— EXTRACTED RECORDS —
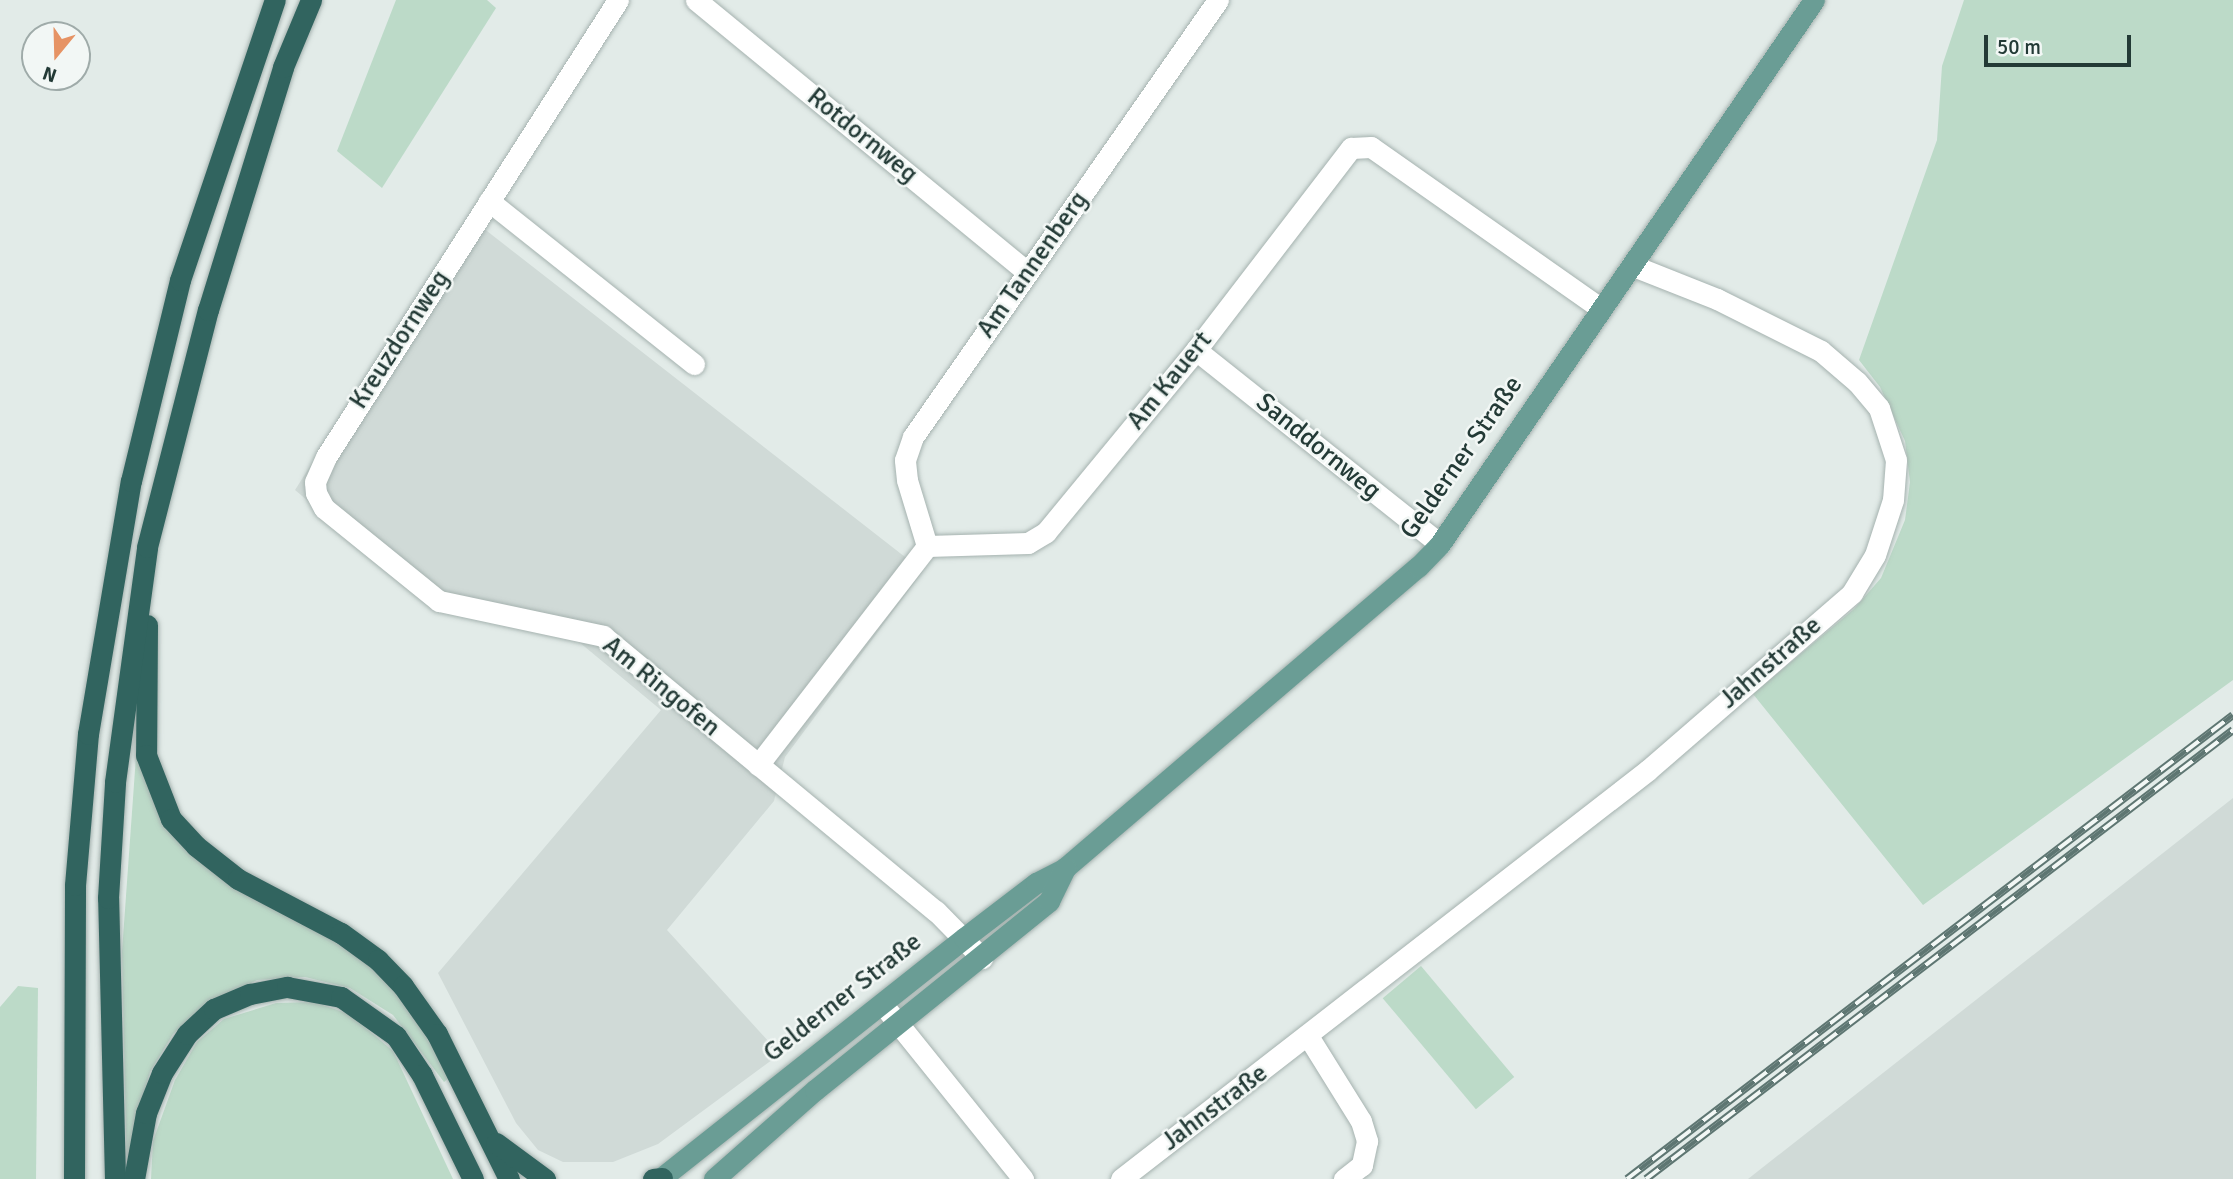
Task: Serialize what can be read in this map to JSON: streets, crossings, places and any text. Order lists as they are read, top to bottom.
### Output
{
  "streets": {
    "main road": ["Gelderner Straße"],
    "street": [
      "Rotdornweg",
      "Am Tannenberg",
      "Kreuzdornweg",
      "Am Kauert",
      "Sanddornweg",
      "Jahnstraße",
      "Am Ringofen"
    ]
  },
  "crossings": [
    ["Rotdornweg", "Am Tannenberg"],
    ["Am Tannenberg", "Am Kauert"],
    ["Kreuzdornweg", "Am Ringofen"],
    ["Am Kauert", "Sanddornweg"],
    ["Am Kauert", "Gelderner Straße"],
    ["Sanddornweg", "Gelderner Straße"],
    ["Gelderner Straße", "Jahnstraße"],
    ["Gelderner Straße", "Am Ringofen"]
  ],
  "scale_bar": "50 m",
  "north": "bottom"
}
--
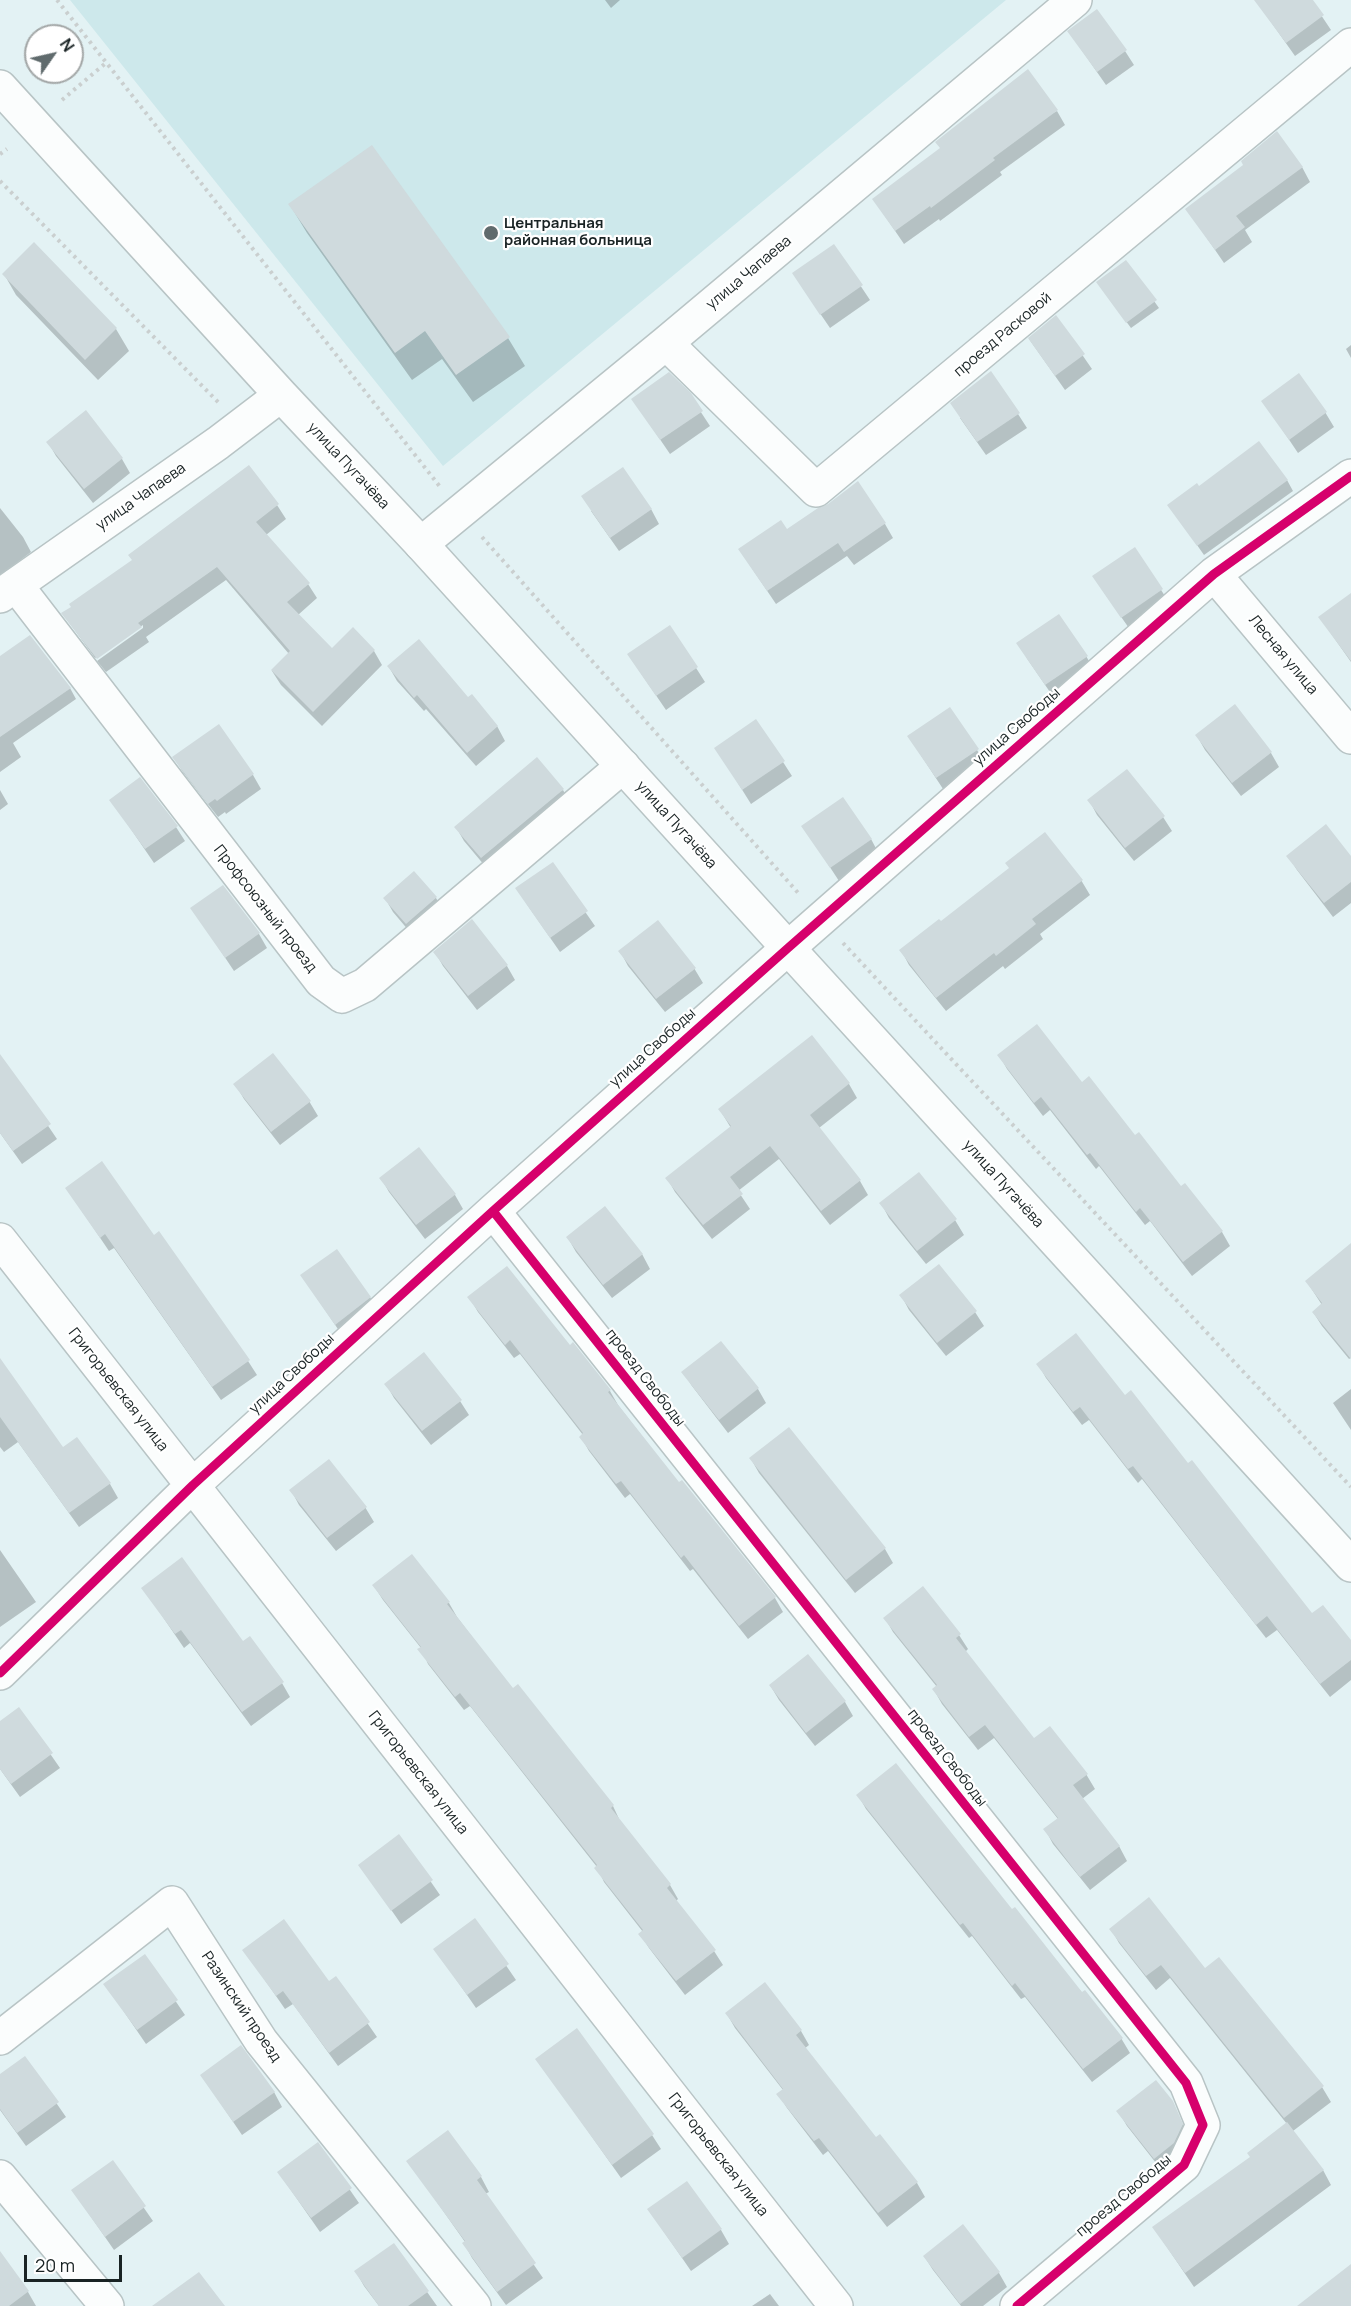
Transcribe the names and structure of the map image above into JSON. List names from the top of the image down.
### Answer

— TO DO —
Write out each line of the data that holds the string "JSON".

— WRITTEN RESPONSE —
Task: Serialize what can be read in this map to JSON: streets, crossings, places and any text. Order lists as they are read, top to bottom.
Transcribe the names and structure of the map image above into JSON. List names from the top of the image down.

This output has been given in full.